Understanding Literature professor, Dr. James Perkins, dreams of being known around the Loyola campus as the next “John Keating,” a beloved character played by Robin Williams in Dead Poets Society.
Because of this, he tries to create the inspirational dynamic between teacher and student through spontaneous outbursts and profound teachings.
One student recalls, “I had him last semester for my lower level English. He seemed really low-key at first, but then he yelled out in Olde English. I looked around to see the reactions from the rest of the class but everyone's eyes were glazed over.”
Perkins has received an apathetic response from students, commonly known amongst Loyola professors as the soul-crushing “Loyola face.”
One review left by AvidYelpReviewer on the website “Rate My Professor,” had this to say about the bumbling professor:
It seems that many students lucky enough to have early registration times have taken this advice; however, not everyone was as fortunate. Sophomore Eli Campbell was locked out of every English course except the course with Dr. Perkins––a class with only five seats.

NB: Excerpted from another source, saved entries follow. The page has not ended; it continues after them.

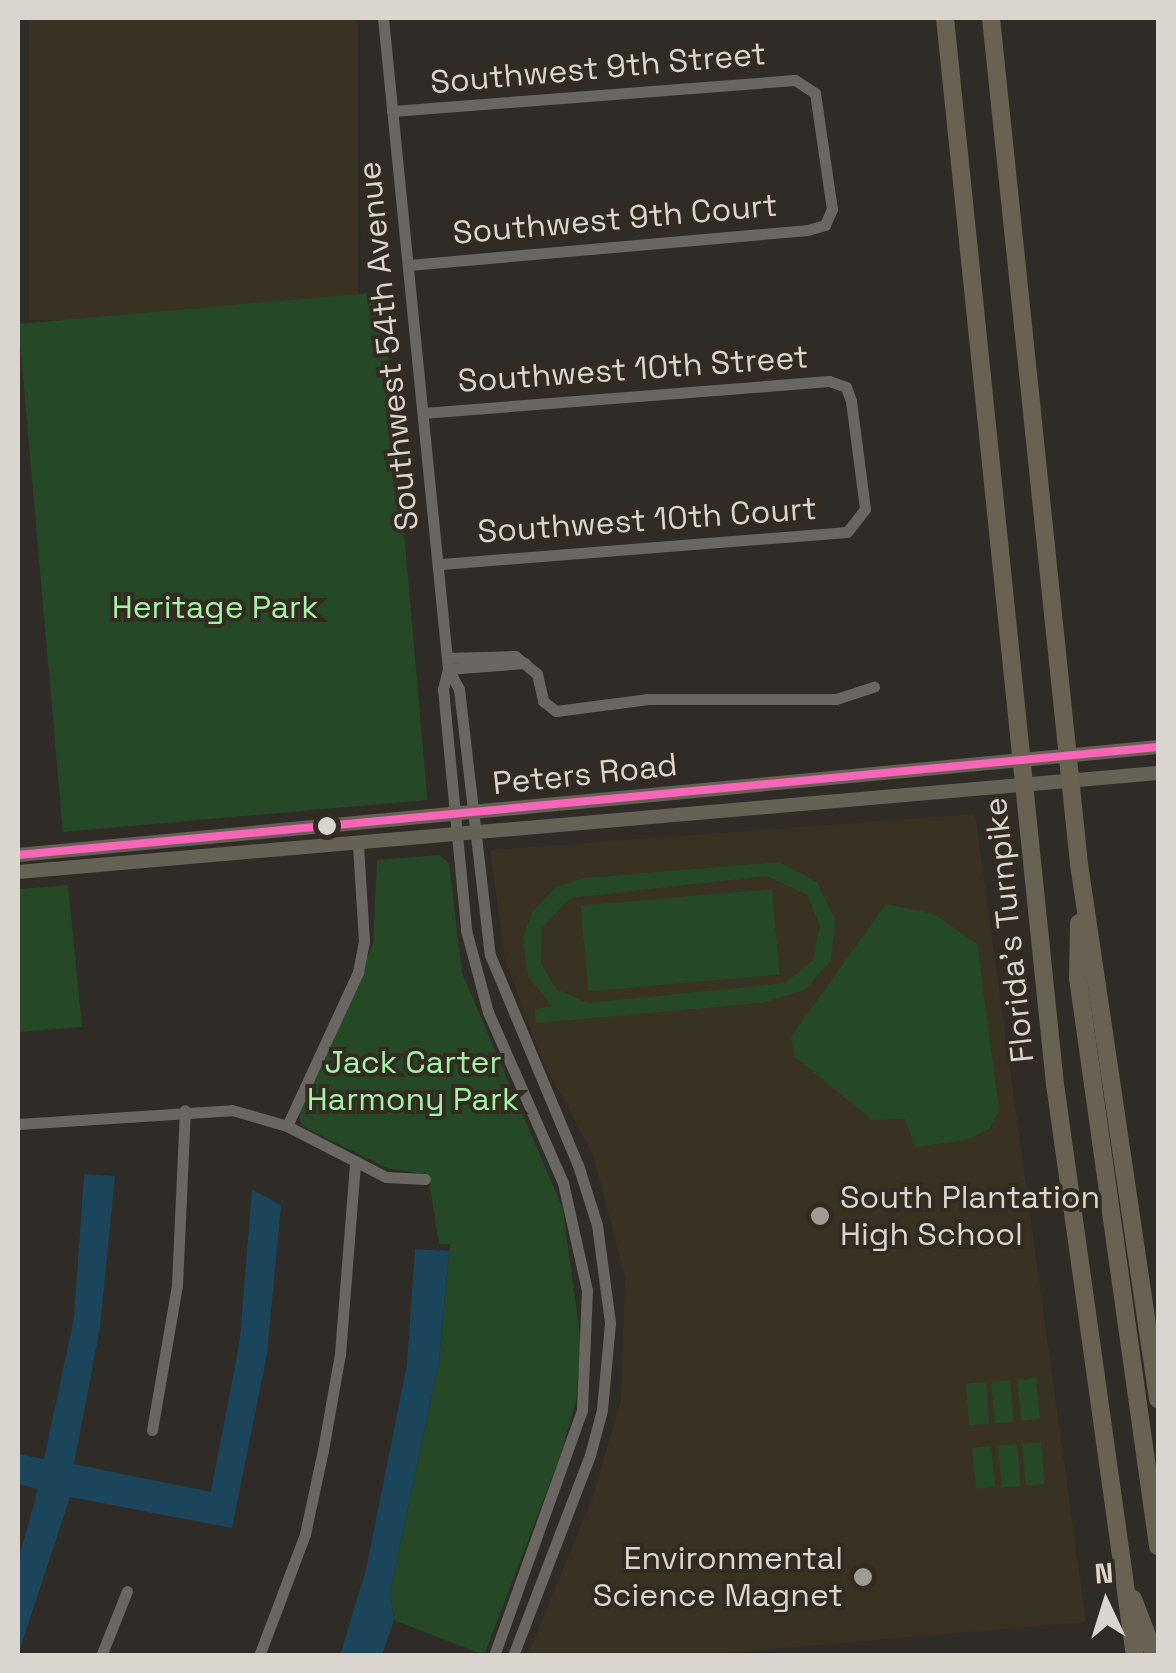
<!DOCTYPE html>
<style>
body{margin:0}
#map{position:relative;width:1176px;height:1673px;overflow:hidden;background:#2f2b26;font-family:"Space Grotesk",sans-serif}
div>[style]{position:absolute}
.education>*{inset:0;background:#393223;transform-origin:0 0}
.green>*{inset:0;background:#254827;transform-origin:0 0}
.water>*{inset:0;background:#1b455b}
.minor>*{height:11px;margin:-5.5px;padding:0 5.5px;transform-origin:5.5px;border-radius:5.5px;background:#6a6662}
.major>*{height:14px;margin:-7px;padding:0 7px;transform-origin:7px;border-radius:7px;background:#656155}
.highway>*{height:18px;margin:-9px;padding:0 9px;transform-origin:9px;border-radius:9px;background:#686252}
.bus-1>*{height:8px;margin:-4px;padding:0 4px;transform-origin:4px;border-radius:4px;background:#fa66b7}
.dots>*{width:28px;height:28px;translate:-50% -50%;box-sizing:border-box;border:5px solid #332b22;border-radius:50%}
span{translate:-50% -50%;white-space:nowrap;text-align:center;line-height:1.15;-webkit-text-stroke:8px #332b22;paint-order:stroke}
.street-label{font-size:32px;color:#dad5cf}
.park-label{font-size:32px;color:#9ff5a4}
.poi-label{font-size:32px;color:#dad5cf}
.left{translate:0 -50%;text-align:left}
.right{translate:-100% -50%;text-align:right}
.frame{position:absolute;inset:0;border:20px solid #dad5cf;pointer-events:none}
.north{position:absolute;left:1056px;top:1553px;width:100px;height:100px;-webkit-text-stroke:8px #332b22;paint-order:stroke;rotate:356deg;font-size:28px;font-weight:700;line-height:40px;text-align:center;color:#dad5cf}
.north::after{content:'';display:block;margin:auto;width:35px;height:45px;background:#dad5cf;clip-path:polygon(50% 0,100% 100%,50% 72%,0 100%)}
</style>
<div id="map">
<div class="education">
<div style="left:29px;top:18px;width:329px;height:302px"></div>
<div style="clip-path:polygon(975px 814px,1086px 1622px,702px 1655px,528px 1655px,593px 1496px,621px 1400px,625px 1277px,593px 1154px,543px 1062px,505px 959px,490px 850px)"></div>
</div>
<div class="green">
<div style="left:383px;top:292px;width:510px;height:366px;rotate:85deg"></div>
<div style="clip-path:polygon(439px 855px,449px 863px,462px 973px,563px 1209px,581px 1343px,576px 1401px,560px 1457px,484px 1655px,394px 1620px,390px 1592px,439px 1361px,450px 1244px,439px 1244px,428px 1175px,387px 1168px,302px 1126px,298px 1110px,373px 944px,377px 860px)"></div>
<div style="clip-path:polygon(evenodd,779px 862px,817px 882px,835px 919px,831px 960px,805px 990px,762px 1003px,536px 1023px,535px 1009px,552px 1006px,528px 976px,523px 937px,533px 911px,555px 888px,584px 878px,779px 862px,767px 876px,807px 895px,820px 926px,813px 960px,785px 983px,588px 1003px,556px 989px,541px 964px,542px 928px,570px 898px,767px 876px)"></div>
<div style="clip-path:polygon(68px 885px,82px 1027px,18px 1032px,18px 889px)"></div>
<div style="left:772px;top:889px;width:86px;height:192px;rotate:85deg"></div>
<div style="clip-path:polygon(886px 904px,934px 914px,977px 944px,999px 1110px,989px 1129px,967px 1140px,915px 1147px,905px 1119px,872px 1120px,794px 1056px,791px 1037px)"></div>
<div style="left:1036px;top:1378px;width:41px;height:19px;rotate:84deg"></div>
<div style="left:1010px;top:1380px;width:42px;height:19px;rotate:85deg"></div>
<div style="left:986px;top:1382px;width:42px;height:20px;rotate:86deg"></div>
<div style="left:1041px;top:1442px;width:42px;height:19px;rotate:85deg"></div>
<div style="left:1017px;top:1444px;width:42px;height:19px;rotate:85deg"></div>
<div style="left:991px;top:1446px;width:41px;height:19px;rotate:84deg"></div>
</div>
<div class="water">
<div style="clip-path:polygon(84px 1174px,115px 1176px,100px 1327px,74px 1464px,211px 1492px,240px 1339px,252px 1190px,281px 1205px,267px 1354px,232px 1528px,70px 1497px,18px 1655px,18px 1561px,38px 1489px,18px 1484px,18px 1454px,44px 1459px,74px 1318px)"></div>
<div style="clip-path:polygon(415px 1249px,449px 1251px,439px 1361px,390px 1592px,394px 1620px,382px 1655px,340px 1655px,366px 1570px,407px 1364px)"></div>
</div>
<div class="minor">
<div style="left:383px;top:18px;width:654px;rotate:84.3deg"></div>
<div style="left:448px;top:669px;width:21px;rotate:104deg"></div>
<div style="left:443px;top:689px;width:242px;rotate:84.5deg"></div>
<div style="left:466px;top:930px;width:85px;rotate:75deg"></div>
<div style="left:488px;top:1012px;width:187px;rotate:66.3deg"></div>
<div style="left:563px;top:1183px;width:110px;rotate:77.4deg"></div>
<div style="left:587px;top:1290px;width:120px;rotate:92.4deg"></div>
<div style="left:582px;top:1410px;width:261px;rotate:109.7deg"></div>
<div style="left:392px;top:111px;width:404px;rotate:-4.4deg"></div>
<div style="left:795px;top:80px;width:24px;rotate:33deg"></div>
<div style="left:815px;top:93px;width:117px;rotate:81.7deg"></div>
<div style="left:832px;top:209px;width:17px;rotate:114deg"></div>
<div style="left:825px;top:225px;width:18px;rotate:164deg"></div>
<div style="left:808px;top:230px;width:401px;rotate:175deg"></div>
<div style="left:423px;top:413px;width:407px;rotate:-4.5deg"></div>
<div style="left:829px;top:381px;width:18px;rotate:19deg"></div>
<div style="left:846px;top:387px;width:15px;rotate:70deg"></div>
<div style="left:851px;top:401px;width:109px;rotate:82.6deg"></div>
<div style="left:865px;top:509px;width:29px;rotate:128deg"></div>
<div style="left:847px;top:532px;width:410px;rotate:175.5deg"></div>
<div style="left:447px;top:658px;width:68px;rotate:-1.7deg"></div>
<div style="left:515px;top:656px;width:28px;rotate:39deg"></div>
<div style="left:537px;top:674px;width:28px;rotate:77deg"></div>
<div style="left:543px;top:701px;width:16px;rotate:38deg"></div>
<div style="left:556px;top:711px;width:93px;rotate:-7.4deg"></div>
<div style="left:648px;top:699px;width:188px"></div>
<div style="left:836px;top:699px;width:40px;rotate:-18deg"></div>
<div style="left:448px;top:669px;width:23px;rotate:61deg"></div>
<div style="left:459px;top:689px;width:268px;rotate:83.4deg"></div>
<div style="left:490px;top:955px;width:228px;rotate:67.3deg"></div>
<div style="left:578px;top:1165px;width:63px;rotate:72.4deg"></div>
<div style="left:597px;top:1225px;width:99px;rotate:82.4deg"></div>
<div style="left:610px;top:1323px;width:87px;rotate:95.3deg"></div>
<div style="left:602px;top:1410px;width:47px;rotate:104.9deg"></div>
<div style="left:590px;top:1455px;width:215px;rotate:111deg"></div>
<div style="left:448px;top:669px;width:77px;rotate:-4.5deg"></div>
<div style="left:18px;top:1124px;width:214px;rotate:-3.7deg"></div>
<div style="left:232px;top:1110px;width:57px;rotate:16.2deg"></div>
<div style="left:287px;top:1126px;width:111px;rotate:27.3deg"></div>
<div style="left:386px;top:1177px;width:39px;rotate:3deg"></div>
<div style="left:287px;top:1126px;width:170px;rotate:-65.2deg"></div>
<div style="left:358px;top:972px;width:32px;rotate:-79deg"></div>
<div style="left:364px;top:941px;width:95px;rotate:-93.6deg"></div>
<div style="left:152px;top:1430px;width:147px;rotate:-80.2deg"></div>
<div style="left:177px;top:1285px;width:175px;rotate:-87.4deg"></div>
<div style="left:101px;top:1656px;width:70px;rotate:-68.2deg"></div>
<div style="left:259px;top:1656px;width:130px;rotate:-69.3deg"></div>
<div style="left:305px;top:1534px;width:86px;rotate:-77.9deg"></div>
<div style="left:323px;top:1450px;width:97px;rotate:-80deg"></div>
<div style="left:340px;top:1354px;width:191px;rotate:-85.5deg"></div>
</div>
<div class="major">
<div style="left:18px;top:855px;width:1145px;rotate:-5.41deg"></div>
<div style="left:18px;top:872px;width:1144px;rotate:-4.96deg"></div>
</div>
<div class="highway">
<div style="left:945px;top:18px;width:1072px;rotate:84.11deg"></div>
<div style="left:1055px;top:1084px;width:578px;rotate:82.04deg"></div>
<div style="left:991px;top:18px;width:851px;rotate:84.06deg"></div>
<div style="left:1079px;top:864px;width:541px;rotate:81.6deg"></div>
<div style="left:1079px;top:923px;width:55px;rotate:91deg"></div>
<div style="left:1078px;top:978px;width:574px;rotate:81.98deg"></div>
<div style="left:1133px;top:1599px;width:61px;rotate:68.9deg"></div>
</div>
<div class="bus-1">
<div style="left:18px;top:855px;width:1145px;rotate:-5.41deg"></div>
</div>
<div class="dots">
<div style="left:327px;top:826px;background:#dad5cf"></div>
<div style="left:820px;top:1216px;background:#9e9a94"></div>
<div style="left:863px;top:1577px;background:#9e9a94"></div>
</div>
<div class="street-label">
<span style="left:598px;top:68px;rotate:-5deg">Southwest 9th Street</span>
<span style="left:615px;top:219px;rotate:-5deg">Southwest 9th Court</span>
<span style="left:388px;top:346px;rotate:-96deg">Southwest 54th Avenue</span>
<span style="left:633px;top:369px;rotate:-4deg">Southwest 10th Street</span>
<span style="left:647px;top:520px;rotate:-4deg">Southwest 10th Court</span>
<span style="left:585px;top:774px;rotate:-6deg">Peters Road</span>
<span style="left:1009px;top:930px;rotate:-96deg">Florida's Turnpike</span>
</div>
<div class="park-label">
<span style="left:215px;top:607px">Heritage Park</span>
<span style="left:413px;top:1081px">Jack Carter<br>Harmony Park</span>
</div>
<div class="poi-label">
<span class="left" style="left:840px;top:1216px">South Plantation<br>High School</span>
<span class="right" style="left:843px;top:1577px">Environmental<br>Science Magnet</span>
</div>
<div class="frame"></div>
<div class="north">N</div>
</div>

Campbell recounts, “It was unbelievable. Every other course had 100 seats to fill, but I watched all of them fill up because my registration time was 9 P.M. Pacific Time.”
Since it has been three months into the semester, the five students taking the less-than-desired Understanding Literature class have commented.
“You know how some professors will stare at the class waiting for an answer that never comes because no one did the assigned reading? Most professors give in and move on but Dr. Perkins refused to say anything until we did. We sat in silence for 12 days.”
After some investigation into how this method of academic torture is allowed on Loyola’s campus, it was discovered that Dr. Perkins never had any formal schooling to be an English professor. Loyola’s administration had an oversight, as Perkins applied to be a Drama teacher.
Once the student body became aware of this error, many felt that he should be removed from his position as English Department Chair.
However, Dr. Perkins will remain at his position due to receiving tenure. It is rumored he wowed the promotional committee with his stare-down technique, proclaiming that it could be the solution to the dreaded “Loyola face.” His demonstration then compelled those attending to stand on their desks chanting “O Perkins! O Perkins!”
His dramatic flair distracted from the fact that he was completely unqualified for tenure.